:: Provided records ::

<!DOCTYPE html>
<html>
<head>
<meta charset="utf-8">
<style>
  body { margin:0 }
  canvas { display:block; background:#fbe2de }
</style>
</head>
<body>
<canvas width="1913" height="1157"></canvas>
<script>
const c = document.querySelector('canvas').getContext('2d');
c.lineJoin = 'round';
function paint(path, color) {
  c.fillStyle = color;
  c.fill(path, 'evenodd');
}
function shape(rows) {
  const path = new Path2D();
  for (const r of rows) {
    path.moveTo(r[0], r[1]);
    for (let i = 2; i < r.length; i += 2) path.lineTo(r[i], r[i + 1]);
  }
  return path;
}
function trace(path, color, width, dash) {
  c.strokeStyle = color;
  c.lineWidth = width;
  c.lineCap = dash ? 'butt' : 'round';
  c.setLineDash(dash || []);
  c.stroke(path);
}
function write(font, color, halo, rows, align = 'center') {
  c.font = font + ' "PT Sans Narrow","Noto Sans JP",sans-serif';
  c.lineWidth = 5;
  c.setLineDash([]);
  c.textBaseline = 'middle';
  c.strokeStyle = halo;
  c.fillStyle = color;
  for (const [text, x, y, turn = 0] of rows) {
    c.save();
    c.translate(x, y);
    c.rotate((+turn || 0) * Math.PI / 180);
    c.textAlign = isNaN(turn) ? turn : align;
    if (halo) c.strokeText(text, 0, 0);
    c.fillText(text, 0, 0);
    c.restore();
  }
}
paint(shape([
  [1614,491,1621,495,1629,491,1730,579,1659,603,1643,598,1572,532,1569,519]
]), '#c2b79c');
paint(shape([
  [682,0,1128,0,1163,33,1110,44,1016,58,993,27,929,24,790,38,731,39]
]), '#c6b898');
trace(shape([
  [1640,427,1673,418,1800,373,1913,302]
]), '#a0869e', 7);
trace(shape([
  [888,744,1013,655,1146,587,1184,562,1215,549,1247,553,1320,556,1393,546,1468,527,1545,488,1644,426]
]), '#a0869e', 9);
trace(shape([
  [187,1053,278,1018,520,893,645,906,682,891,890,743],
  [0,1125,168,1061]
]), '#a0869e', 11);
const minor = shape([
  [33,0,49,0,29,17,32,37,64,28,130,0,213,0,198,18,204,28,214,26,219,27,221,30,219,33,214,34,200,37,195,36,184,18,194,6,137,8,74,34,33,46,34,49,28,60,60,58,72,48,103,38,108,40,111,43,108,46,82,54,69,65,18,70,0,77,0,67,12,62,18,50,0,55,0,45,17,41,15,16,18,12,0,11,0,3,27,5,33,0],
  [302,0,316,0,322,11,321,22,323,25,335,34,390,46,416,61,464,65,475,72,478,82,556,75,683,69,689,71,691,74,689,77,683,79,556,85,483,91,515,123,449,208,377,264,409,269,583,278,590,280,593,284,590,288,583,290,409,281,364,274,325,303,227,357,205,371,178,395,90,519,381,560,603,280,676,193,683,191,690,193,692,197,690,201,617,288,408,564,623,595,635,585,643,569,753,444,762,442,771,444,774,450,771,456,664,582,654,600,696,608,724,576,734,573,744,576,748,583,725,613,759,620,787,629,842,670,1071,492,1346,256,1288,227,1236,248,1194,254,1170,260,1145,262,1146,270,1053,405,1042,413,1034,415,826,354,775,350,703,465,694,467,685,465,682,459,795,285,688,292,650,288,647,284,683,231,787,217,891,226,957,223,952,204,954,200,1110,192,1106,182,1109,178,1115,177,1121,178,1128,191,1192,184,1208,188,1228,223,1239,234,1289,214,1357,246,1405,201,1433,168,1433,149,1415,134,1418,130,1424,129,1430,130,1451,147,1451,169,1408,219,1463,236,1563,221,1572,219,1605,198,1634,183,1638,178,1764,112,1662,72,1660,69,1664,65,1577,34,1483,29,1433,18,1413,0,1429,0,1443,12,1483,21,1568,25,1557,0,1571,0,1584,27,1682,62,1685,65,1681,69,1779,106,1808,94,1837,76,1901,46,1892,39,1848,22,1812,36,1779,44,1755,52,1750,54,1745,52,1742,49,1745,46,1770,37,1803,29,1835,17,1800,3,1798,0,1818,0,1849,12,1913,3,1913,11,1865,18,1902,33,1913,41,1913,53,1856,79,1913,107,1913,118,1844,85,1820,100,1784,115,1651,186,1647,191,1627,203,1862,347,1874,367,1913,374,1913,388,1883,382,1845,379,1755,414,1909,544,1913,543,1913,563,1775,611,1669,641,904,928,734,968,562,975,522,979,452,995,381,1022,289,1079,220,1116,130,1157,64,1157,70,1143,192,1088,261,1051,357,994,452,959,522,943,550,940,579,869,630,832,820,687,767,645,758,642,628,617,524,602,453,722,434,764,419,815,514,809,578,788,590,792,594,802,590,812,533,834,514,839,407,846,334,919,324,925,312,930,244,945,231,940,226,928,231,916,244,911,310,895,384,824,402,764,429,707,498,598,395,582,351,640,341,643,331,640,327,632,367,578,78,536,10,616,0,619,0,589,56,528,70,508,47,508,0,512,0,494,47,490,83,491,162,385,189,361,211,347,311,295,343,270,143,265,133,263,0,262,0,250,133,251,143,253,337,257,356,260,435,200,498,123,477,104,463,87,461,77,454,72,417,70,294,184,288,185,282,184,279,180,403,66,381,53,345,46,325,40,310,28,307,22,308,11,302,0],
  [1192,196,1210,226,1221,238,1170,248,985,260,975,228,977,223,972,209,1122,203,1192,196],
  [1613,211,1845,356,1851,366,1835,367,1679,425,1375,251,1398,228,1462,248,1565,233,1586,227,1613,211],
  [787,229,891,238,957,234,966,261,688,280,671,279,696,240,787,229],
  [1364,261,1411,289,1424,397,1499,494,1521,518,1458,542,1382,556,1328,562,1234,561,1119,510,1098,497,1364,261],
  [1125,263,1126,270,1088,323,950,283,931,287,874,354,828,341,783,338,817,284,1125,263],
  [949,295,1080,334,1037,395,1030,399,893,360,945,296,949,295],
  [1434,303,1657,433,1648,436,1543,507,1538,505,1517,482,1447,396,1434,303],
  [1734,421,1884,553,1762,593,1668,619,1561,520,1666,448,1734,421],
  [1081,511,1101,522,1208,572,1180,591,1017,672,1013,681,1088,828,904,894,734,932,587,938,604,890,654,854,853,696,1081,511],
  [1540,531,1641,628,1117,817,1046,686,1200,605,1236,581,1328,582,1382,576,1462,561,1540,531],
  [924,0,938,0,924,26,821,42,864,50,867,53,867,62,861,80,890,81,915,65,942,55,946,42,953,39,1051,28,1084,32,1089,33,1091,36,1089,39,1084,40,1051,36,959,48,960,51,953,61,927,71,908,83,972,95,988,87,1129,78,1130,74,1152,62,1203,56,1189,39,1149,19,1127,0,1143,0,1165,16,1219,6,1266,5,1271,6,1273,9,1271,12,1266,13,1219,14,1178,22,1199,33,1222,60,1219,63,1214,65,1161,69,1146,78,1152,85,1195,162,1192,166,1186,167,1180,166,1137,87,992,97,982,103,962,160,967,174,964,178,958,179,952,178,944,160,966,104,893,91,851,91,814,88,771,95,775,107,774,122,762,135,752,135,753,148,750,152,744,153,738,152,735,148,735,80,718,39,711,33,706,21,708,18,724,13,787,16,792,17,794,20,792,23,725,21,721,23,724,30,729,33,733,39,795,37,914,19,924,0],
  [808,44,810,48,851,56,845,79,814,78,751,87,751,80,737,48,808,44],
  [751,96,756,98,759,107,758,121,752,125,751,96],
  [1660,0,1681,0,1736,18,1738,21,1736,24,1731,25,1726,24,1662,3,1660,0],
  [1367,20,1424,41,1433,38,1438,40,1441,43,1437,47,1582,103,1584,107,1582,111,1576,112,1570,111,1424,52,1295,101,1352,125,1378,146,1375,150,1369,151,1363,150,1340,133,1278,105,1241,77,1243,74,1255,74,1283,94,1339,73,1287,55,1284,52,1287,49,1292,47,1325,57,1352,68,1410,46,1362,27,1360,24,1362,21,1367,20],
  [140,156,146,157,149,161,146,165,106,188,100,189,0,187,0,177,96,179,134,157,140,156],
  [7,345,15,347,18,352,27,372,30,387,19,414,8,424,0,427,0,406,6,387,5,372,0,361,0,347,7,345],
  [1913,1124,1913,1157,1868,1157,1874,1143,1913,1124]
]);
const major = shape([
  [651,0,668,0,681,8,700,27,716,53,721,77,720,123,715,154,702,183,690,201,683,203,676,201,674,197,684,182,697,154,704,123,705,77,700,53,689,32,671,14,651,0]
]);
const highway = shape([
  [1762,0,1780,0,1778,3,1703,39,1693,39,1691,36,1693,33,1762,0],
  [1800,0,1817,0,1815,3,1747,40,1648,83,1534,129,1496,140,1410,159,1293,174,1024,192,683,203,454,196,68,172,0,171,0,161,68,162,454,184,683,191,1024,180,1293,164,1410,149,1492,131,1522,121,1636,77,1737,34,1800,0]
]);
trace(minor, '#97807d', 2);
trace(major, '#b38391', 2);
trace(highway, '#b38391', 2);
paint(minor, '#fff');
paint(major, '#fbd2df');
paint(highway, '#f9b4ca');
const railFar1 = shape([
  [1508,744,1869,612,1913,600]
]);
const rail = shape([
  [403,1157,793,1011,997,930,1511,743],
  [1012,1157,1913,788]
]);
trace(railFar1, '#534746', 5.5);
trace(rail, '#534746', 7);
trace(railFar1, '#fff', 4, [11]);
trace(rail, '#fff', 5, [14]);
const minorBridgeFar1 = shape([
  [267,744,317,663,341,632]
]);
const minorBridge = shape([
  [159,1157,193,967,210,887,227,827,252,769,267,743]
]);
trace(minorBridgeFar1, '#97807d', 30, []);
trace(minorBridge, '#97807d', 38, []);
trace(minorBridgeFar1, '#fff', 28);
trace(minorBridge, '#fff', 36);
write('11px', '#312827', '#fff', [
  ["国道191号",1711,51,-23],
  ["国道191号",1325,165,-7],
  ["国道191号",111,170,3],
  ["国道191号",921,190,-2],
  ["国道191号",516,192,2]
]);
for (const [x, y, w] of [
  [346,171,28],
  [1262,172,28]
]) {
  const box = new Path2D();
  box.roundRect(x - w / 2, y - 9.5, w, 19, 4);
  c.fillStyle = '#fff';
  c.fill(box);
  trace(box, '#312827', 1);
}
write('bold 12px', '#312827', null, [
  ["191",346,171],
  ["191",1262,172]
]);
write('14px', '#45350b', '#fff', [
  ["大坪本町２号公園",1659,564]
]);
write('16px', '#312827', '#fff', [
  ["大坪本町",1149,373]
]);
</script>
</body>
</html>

:::

■ Exercise brief
Only this range is to be output: the line that contains "[1913,1124,1913,1157,1868,1157,1874,1143,1913,1124]" through the last line of the records above, both inclusive.

■ Answer box
  [1913,1124,1913,1157,1868,1157,1874,1143,1913,1124]
]);
const major = shape([
  [651,0,668,0,681,8,700,27,716,53,721,77,720,123,715,154,702,183,690,201,683,203,676,201,674,197,684,182,697,154,704,123,705,77,700,53,689,32,671,14,651,0]
]);
const highway = shape([
  [1762,0,1780,0,1778,3,1703,39,1693,39,1691,36,1693,33,1762,0],
  [1800,0,1817,0,1815,3,1747,40,1648,83,1534,129,1496,140,1410,159,1293,174,1024,192,683,203,454,196,68,172,0,171,0,161,68,162,454,184,683,191,1024,180,1293,164,1410,149,1492,131,1522,121,1636,77,1737,34,1800,0]
]);
trace(minor, '#97807d', 2);
trace(major, '#b38391', 2);
trace(highway, '#b38391', 2);
paint(minor, '#fff');
paint(major, '#fbd2df');
paint(highway, '#f9b4ca');
const railFar1 = shape([
  [1508,744,1869,612,1913,600]
]);
const rail = shape([
  [403,1157,793,1011,997,930,1511,743],
  [1012,1157,1913,788]
]);
trace(railFar1, '#534746', 5.5);
trace(rail, '#534746', 7);
trace(railFar1, '#fff', 4, [11]);
trace(rail, '#fff', 5, [14]);
const minorBridgeFar1 = shape([
  [267,744,317,663,341,632]
]);
const minorBridge = shape([
  [159,1157,193,967,210,887,227,827,252,769,267,743]
]);
trace(minorBridgeFar1, '#97807d', 30, []);
trace(minorBridge, '#97807d', 38, []);
trace(minorBridgeFar1, '#fff', 28);
trace(minorBridge, '#fff', 36);
write('11px', '#312827', '#fff', [
  ["国道191号",1711,51,-23],
  ["国道191号",1325,165,-7],
  ["国道191号",111,170,3],
  ["国道191号",921,190,-2],
  ["国道191号",516,192,2]
]);
for (const [x, y, w] of [
  [346,171,28],
  [1262,172,28]
]) {
  const box = new Path2D();
  box.roundRect(x - w / 2, y - 9.5, w, 19, 4);
  c.fillStyle = '#fff';
  c.fill(box);
  trace(box, '#312827', 1);
}
write('bold 12px', '#312827', null, [
  ["191",346,171],
  ["191",1262,172]
]);
write('14px', '#45350b', '#fff', [
  ["大坪本町２号公園",1659,564]
]);
write('16px', '#312827', '#fff', [
  ["大坪本町",1149,373]
]);
</script>
</body>
</html>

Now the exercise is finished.